Driving modernization to comply with FHIR mandates could undoubtedly create opportunities to redefine the patient and provider experience. However, a pre-requisite for this potential opportunity is to go beyond the absolute minimum ask and kick-start modernization across the healthcare landscape. This will pave the way to a true digitally-connected healthcare system that provides seamless end-to-end patient care, whilst improving overall health outcomes.
Healthcare Interoperability and FHIR
As the healthcare sector evolved, several attempts were made at creating an ideal healthcare interoperability standard. The intent was to improve and strengthen connections across various systems to support the exchange of clinical documents. What started in the 1980s finally saw a frontrunner in 2014, with the developer-friendly HL 7 FHIR standard which enabled true interoperability between systems.
FHIR is an API-focused (application programming interface) standard used to exchange essential health information. FHIR is maintained by Health Level 7 (HL7®), the standards development organization enabling safe data transfer between various health care providers. Simply put, FHIR is a common set of schema, definitions, and APIs with a higher standard for global health data interoperability that is working towards handling the increasing demand. However, FHIR could not have attained its present commercial viability if it was not for the push by CMS.

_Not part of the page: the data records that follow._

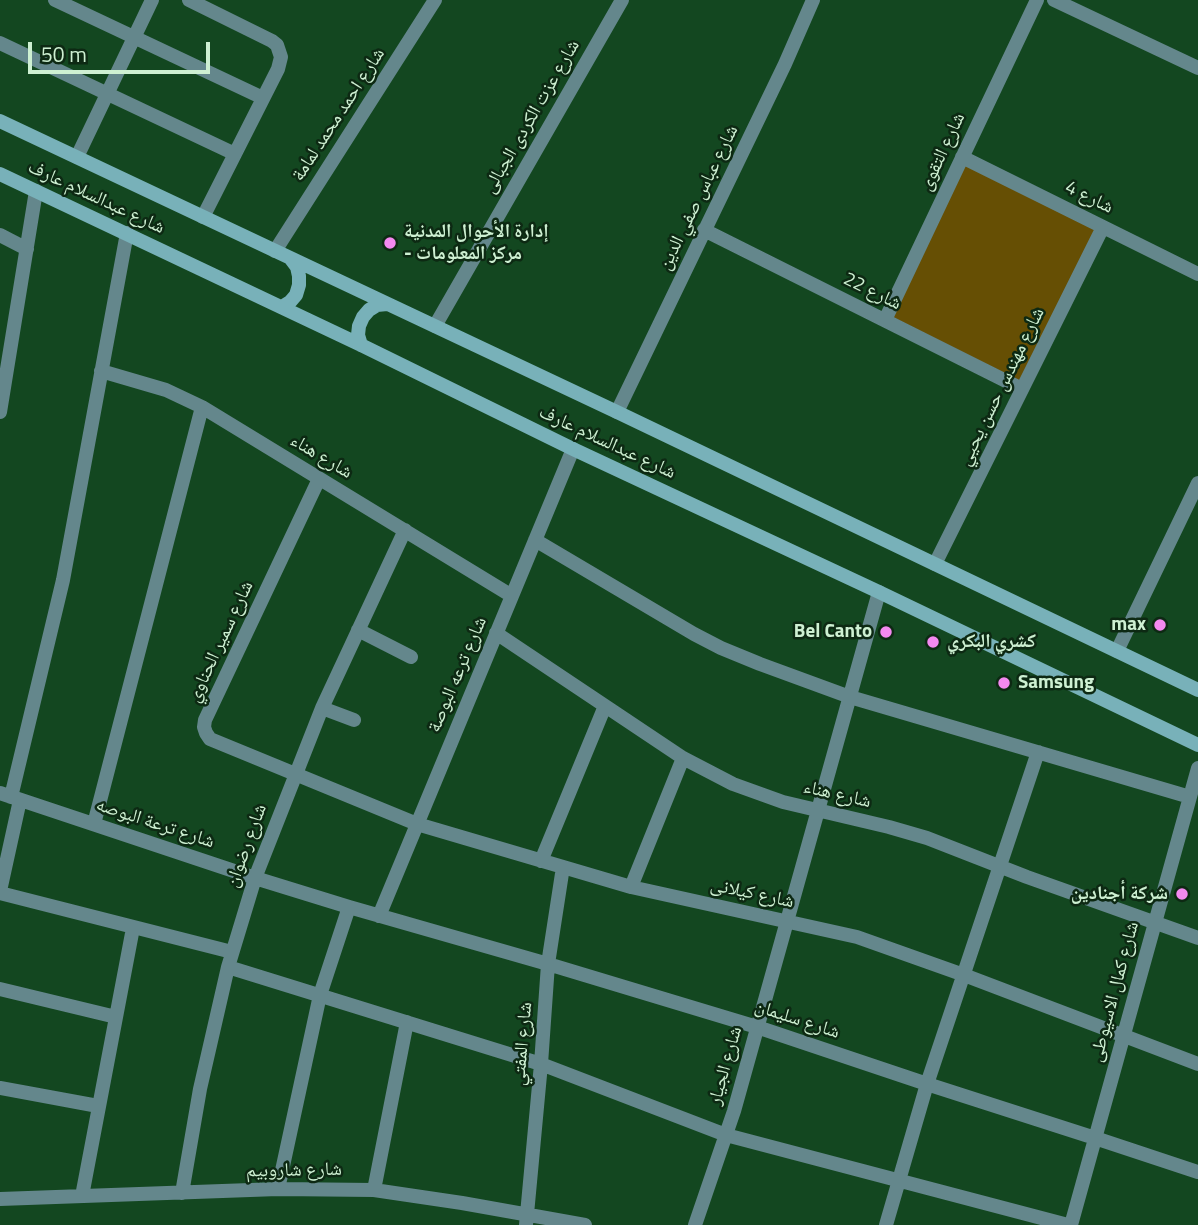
<!DOCTYPE html>
<meta charset="utf-8">
<style>
body{margin:0}
#map{position:relative;width:1198px;height:1225px;overflow:hidden;background:#134720;font-family:"Titillium Web",sans-serif}
canvas{display:block}
.scale{position:absolute;left:28px;top:42px;width:182px;height:32px;box-sizing:border-box;border:4px solid #cef0d2;border-top:0;padding-left:9px;font-size:21px;line-height:24px;white-space:nowrap;color:#cef0d2;-webkit-text-stroke:5px #0d2913;paint-order:stroke}
</style>
<div id="map">
<canvas width="1198" height="1225"></canvas>
<div class="scale">50 m</div>
</div>
<script>
const context = document.querySelector('canvas').getContext('2d');
context.lineJoin = 'round';
function paint(path, color) { context.fillStyle = color; context.fill(path, 'evenodd'); }
const shape = rows => new Path2D(rows.map(r => 'M' + r).join(''));
function strokePath(path, color, width, dash) { context.strokeStyle = color; context.lineWidth = width; context.lineCap = dash ? 'butt' : 'round'; context.setLineDash(dash || []); context.stroke(path); }
function write(font, color, halo, rows, align = 'center') {
  context.font = font + ' "Titillium Web","Noto Naskh Arabic",sans-serif'; context.lineWidth = 5; context.setLineDash([]); context.textBaseline = 'middle'; context.strokeStyle = halo; context.fillStyle = color; for (const [text, x, y, turn = 0] of rows) {
    context.save(); context.translate(x, y); context.rotate((+turn || 0) * Math.PI / 180); context.textAlign = isNaN(turn) ? turn : align; if (halo) context.strokeText(text, 0, 0); context.fillText(text, 0, 0); context.restore();
  }
}
paint(shape([
 [963,160,1100,228,1021,387,887,320]
]), '#664f04');
strokePath(shape([
 [55,0,263,98],
 [189,0,272,41,277,45,281,57,278,69,203,217],
 [1054,0,1198,68],
 [0,43,235,154],
 [77,157,152,0],
 [962,157,1198,274],
 [704,230,1022,389],
 [0,235,27,249],
 [275,251,435,0],
 [885,320,1037,0],
 [435,326,622,0],
 [101,371,166,390,202,407,512,596],
 [0,412,36,191],
 [617,412,785,64,813,0],
 [319,479,205,720,204,727,206,733,210,739,417,824,631,887,857,937,964,975,1198,1064],
 [535,540,694,634,721,648,760,664,850,697,1190,797],
 [935,564,1103,227],
 [358,630,411,657],
 [496,633,683,758,733,784,783,802,889,827,927,838,1027,877,1198,938],
 [1117,651,1198,483],
 [322,708,354,720],
 [0,793,255,878,349,907,548,964,757,1027,927,1084,1095,1138,1198,1172],
 [11,797,63,580,127,233],
 [94,824,202,407],
 [541,861,605,706],
 [631,887,683,758],
 [0,891,20,800],
 [0,893,232,952],
 [379,916,573,449],
 [228,967,541,1064,726,1135,1068,1225],
 [0,989,116,1017],
 [0,1088,98,1106],
 [278,1189,320,995,349,907],
 [374,1190,407,1022],
 [182,1193,200,1089,228,967,255,878,322,708,405,530],
 [82,1196,133,928],
 [0,1199,278,1189,374,1190,462,1203,585,1225],
 [526,1225,541,1064,548,964,563,867],
 [695,1225,734,1111,879,592],
 [886,1225,927,1084,1038,752],
 [1071,1225,1198,768]
]), '#64878c', 14);
strokePath(shape([
 [0,121,617,412,1198,690],
 [0,174,361,345,573,449,879,592,1198,745],
 [282,307,290,302,296,295,299,285,299,276,297,267,291,259],
 [361,345,358,335,359,326,363,317,369,310,377,305,387,304]
]), '#78b1b9', 14);
for (const [x, y, r, color] of [
 [390,243,7,"#f489f0"],
 [1160,625,7,"#f489f0"],
 [886,632,7,"#f489f0"],
 [933,642,7,"#f489f0"],
 [1004,683,7,"#f489f0"],
 [1182,894,7,"#f489f0"]
]) { const dot = new Path2D(); dot.arc(x, y, r, 0, 2 * Math.PI); context.fillStyle = color; context.fill(dot); strokePath(dot, '#0d2913', 2.5); }
write('19px', '#cef0d2', '#0d2913', [
 ["شارع احمد محمد لمامة",339,115,-57],
 ["شارع عزت الكردى الجبالى",532,117,-60],
 ["شارع التقوى",943,152,-65],
 ["شارع عبدالسلام عارف",96,198,25],
 ["شارع عباس صفي الدين",699,198,-64],
 ["شارع 4",1089,198,26],
 ["شارع 22",872,292,26],
 ["شارع مهندس حسن يحيي",1002,387,-64],
 ["شارع عبدالسلام عارف",607,443,25],
 ["شارع هناء",321,457,31],
 ["شارع سمير الحناوي",221,642,-65],
 ["شارع ترعه البوصة",458,675,-67],
 ["شارع هناء",837,795,13],
 ["شارع ترعة البوصه",155,824,18],
 ["شارع رضوان",247,846,-70],
 ["شارع كيلانى",752,894,12],
 ["شارع كمال الاسيوطى",1115,992,-75],
 ["شارع سليمان",797,1020,18],
 ["شارع المفتي",523,1044,-85],
 ["شارع الجيار",726,1066,-74],
 ["شارع شاروبيم",294,1171,-1]
]);
write('bold 19px', '#cef0d2', '#0d2913', [
 ["إدارة الأحوال المدنية",404,232],
 ["- مركز المعلومات",404,254],
 ["max",1146,625,"right"],
 ["Bel Canto",872,632,"right"],
 ["كشري البكري",947,642],
 ["Samsung",1018,683],
 ["شركة أجنادين",1168,894,"right"]
], 'left');
</script>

CMS’s path towards a Connected Healthcare System
The adoption of FHIR-based API standards for data interoperability is being strongly encouraged by CMS, and for specific criteria, it is mandated. CMS requires FHIR-based regulations to facilitate patient-centred care and promote informed decision-making. As a result, the adoption of the HL7 FHIR standard has become more crucial than ever to satisfy regulatory requirements, and other strategic demands, among service providers and payers.

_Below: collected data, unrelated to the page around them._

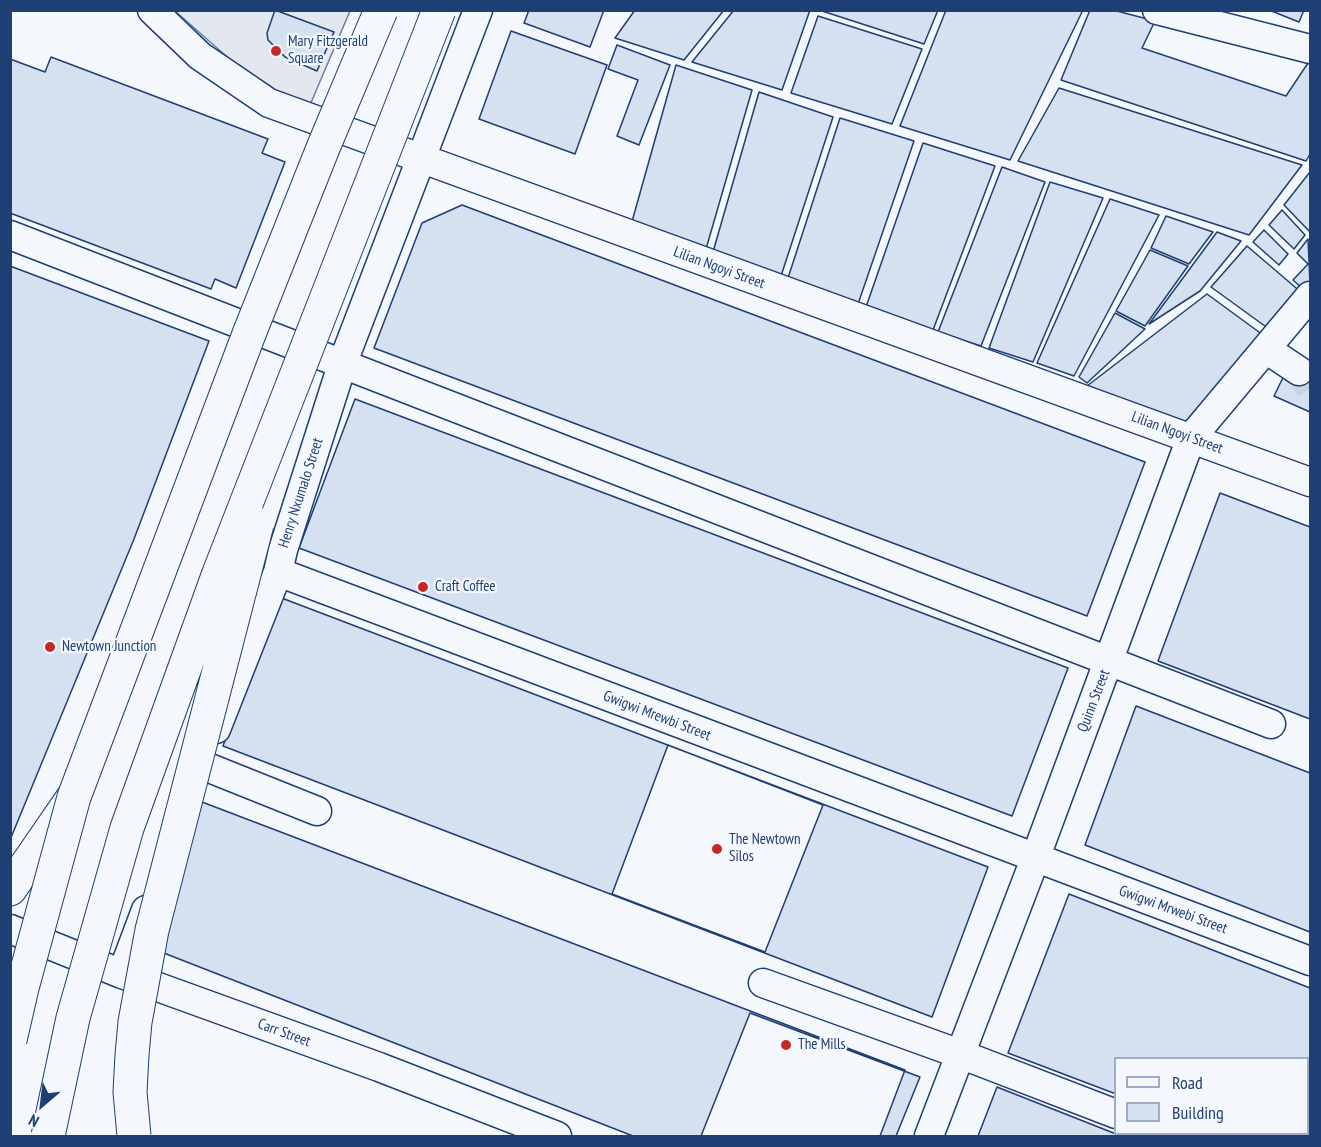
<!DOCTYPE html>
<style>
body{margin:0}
#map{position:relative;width:1321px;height:1147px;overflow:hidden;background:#f4f7fb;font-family:"PT Sans Narrow",sans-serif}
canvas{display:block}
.frame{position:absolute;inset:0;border:12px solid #1d3f73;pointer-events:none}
.legend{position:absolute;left:1114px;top:1057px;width:195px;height:78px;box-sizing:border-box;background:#f4f7fb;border:2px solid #9eadc5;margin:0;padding:8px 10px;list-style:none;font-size:18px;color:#1d3f73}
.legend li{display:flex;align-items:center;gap:12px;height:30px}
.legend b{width:30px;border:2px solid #9eadc5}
.north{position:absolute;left:12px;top:1075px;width:60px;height:60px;-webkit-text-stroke:4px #f4f7fb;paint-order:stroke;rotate:208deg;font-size:16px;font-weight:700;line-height:24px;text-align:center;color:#1d3f73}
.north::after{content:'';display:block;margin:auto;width:21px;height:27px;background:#1d3f73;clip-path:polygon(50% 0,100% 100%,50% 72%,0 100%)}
</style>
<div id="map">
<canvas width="1321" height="1147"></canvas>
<div class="frame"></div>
<ul class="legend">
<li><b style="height:8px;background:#f4f7fb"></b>Road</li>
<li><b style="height:16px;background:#d5e0f0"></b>Building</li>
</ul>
<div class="north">N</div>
</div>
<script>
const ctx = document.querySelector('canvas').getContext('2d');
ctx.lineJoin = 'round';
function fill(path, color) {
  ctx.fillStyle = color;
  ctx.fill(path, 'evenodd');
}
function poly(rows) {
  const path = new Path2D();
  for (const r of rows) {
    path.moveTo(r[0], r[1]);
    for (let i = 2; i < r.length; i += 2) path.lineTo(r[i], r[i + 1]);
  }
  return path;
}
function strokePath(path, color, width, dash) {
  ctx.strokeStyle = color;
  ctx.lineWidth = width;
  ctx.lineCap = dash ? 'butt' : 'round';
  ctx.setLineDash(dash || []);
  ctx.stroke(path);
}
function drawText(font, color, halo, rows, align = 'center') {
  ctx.font = font + ' "PT Sans Narrow",sans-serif';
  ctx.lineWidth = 4.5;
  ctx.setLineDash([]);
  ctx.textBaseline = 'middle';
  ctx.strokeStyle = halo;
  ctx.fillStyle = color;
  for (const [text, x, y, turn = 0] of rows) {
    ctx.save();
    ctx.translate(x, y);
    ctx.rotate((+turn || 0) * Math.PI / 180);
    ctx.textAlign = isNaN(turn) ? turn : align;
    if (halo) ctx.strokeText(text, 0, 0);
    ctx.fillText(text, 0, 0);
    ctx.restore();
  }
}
const parking = poly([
 [175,11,350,11,310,105,270,88,242,70,175,11]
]);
const building = poly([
 [275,10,334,32,317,71,285,57,268,40,267,33,275,10],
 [529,10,604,10,590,47,524,23,529,10],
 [635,10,724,10,684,60,615,38,635,10],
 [734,10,810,10,782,90,692,62,734,10],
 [819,10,938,10,924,44,819,10],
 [946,10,1083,10,1010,160,900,126,946,10],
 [1090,10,1113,10,1155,21,1142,48,1286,96,1310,60,1310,154,1306,161,1061,80,1090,10],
 [1269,10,1304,10,1299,22,1269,10],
 [818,16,922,49,892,124,791,93,818,16],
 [511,31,607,65,575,154,479,119,511,31],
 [617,45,670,65,639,145,617,136,638,80,608,69,617,45],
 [51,57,268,139,262,153,285,162,236,288,215,279,211,289,10,213,10,59,45,72,51,57],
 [676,65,752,90,706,249,631,225,676,65],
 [1059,88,1302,165,1249,235,1018,161,1059,88],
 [759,92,833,117,781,276,713,252,759,92],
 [840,118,914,141,858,304,788,278,840,118],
 [923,143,995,166,933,330,866,307,923,143],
 [1002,167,1045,182,981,346,938,332,1002,167],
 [1310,172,1310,232,1284,205,1310,172],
 [1050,182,1103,198,1033,362,989,348,1050,182],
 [1110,199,1159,215,1074,376,1037,363,1110,199],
 [462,205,1145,462,1087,616,374,348,422,223,462,205],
 [1282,210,1305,235,1294,249,1269,225,1282,210],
 [1166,216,1213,232,1189,264,1151,248,1166,216],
 [1264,230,1288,254,1279,265,1253,242,1264,230],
 [1217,232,1241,241,1200,291,1149,324,1217,232],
 [1308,239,1310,284,1305,291,1293,280,1308,264,1297,253,1308,239],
 [1247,246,1302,293,1269,329,1211,287,1247,246],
 [1150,250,1188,266,1145,326,1116,311,1150,250],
 [10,266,209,341,134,539,10,840,10,266],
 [1207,294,1263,335,1188,426,1087,386,1207,294],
 [1115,313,1145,329,1087,383,1079,377,1115,313],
 [1292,359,1310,368,1310,412,1274,396,1292,359],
 [355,399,1068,668,1012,816,299,548,355,399],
 [1220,493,1310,527,1310,719,1158,661,1220,493],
 [279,597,988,867,932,1017,223,746,279,597],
 [1136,706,1310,773,1310,932,1085,845,1136,706],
 [668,745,823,805,765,952,612,894,668,745],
 [202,802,905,1070,880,1136,633,1136,156,950,202,802],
 [1069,894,1310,988,1310,1136,1226,1136,1218,1134,1308,1134,1308,1058,1116,1058,1116,1094,1008,1053,1069,894],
 [750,1013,920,1077,896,1136,701,1136,750,1013],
 [997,1087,1116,1134,1124,1136,978,1136,997,1087]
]);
const minorTunnel = poly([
 [1299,371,1310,389]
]);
const minor = poly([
 [152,10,200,56,269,103,1310,482],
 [1157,10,1310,49],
 [10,235,1271,724],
 [1266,349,1299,371],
 [278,572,1310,961],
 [216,729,278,572,283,550,343,362,478,10],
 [202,765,317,811],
 [10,929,122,974,379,1067,557,1136],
 [122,974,146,910],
 [763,983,960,1054,1116,1114],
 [1166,1134,1173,1136],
 [929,1136,1035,859,1191,438,1310,296]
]);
const highway = poly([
 [10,889,72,799]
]);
const highwayBridge = poly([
 [10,1040,22,988,74,797,249,334,323,148,381,10],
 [48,1136,73,1018,127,828,219,573,439,10],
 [134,1136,130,1092,132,1055,135,1022,152,930,257,524]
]);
const markers = [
 [276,51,6,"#c62828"],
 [423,587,6,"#c62828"],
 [50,647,6,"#c62828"],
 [717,849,6,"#c62828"],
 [786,1045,6,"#c62828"]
];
const poiNames = [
 ["Mary Fitzgerald",288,42],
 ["Square",288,59],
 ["Craft Coffee",435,587],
 ["Newtown Junction",62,647],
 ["The Newtown",729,840],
 ["Silos",729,857],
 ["The Mills",798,1045]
];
const streetNames = [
 ["Lilian Ngoyi Street",719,268,20],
 ["Lilian Ngoyi Street",1177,433,20],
 ["Henry Nxumalo Street",301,493,-72],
 ["Quinn Street",1094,701,-69],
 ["Gwigwi Mrewbi Street",657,716,21],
 ["Gwigwi Mrwebi Street",1173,910,20],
 ["Carr Street",284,1033,20]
];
fill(parking, '#e3e8f0');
strokePath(parking, '#687fa3', 1.5);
fill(building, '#d5e0f0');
strokePath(building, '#1d3f73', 1.5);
strokePath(minorTunnel, '#c9d2e0', 28, [28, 14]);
strokePath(minor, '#1d3f73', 31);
strokePath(highway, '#1d3f73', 35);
strokePath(minor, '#f4f7fb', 28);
strokePath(highway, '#f4f7fb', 33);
strokePath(highwayBridge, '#1d3f73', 35, []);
strokePath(highwayBridge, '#f4f7fb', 33);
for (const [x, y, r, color] of markers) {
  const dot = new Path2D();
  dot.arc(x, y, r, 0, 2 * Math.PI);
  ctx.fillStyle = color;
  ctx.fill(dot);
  strokePath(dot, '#f4f7fb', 2);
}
drawText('15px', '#1d3f73', '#f4f7fb', poiNames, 'left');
drawText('15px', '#1d3f73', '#f4f7fb', streetNames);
</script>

In addition to defining the data exchange policies, CMS offers several plug-ins for FHIR-based APIs that allow healthcare systems to link and access Medicare and Medicaid data without altering the current legacy systems. For instance, the Beneficiary Claims Data API when linked with FHIR APIs enables access to bulk data files, the Blue Button 2.0 FHIR APIs allow its users to retrieve vital Medicare beneficiary information, and so on.
The adoption of FHIR in the current healthcare systems
According to a study by Change Healthcare in 2021, 24% of US healthcare stakeholders presently utilize FHIR APIs but 90% of them believe that FHIR will be widely used by 2024 as it is essential for the future of healthcare. Organizations around the world are capitalizing on FHIR adoption as a springboard toward modernization to start their digital transformation journey. That said, healthcare systems will need to invest more effort, and perhaps overcome some integration challenges, to fully embrace this change.
The stepping stone to embracing this change
FHIR was introduced in 2014 and the CMS FHIR mandates came into existence in 2019. A substantial percentage of legacy systems developed before this were not FHIR compliant, and so these may face challenges in it being renewed as per FHIR. Legacy systems will have numerous tactical and operational questions, such as whether to build a new system from scratch, buy something commercially off-the-shelf, customise only the required modules, or rehost the cloud for compliant APIs. A further debate could arise due to key criteria like the modernisation cost, complexity, market value, and time required to take the final output to market.
One efficient way to upgrade legacy systems is to extend them without disrupting or replacing the existing flow. Incorporating an FHIR extension could be the ideal solution.
FHIR extensions, a plug-and-play FHIR frontier, connect the legacy systems and the external world by communicating through FHIR-APIs. FHIR extensions can be scaled depending on the demand. For example, these extensions can be scaled to support CMS’s APIs such as Blue Button 2.0, BCDA APIs, Data at Point of Care APIs, etc. to access medicare beneficiary data, if required.
In the post-pandemic world, we know only too well what a boon it would be to have all our medical data available online across various medical operating systems. Maybe that future is not too far away after all.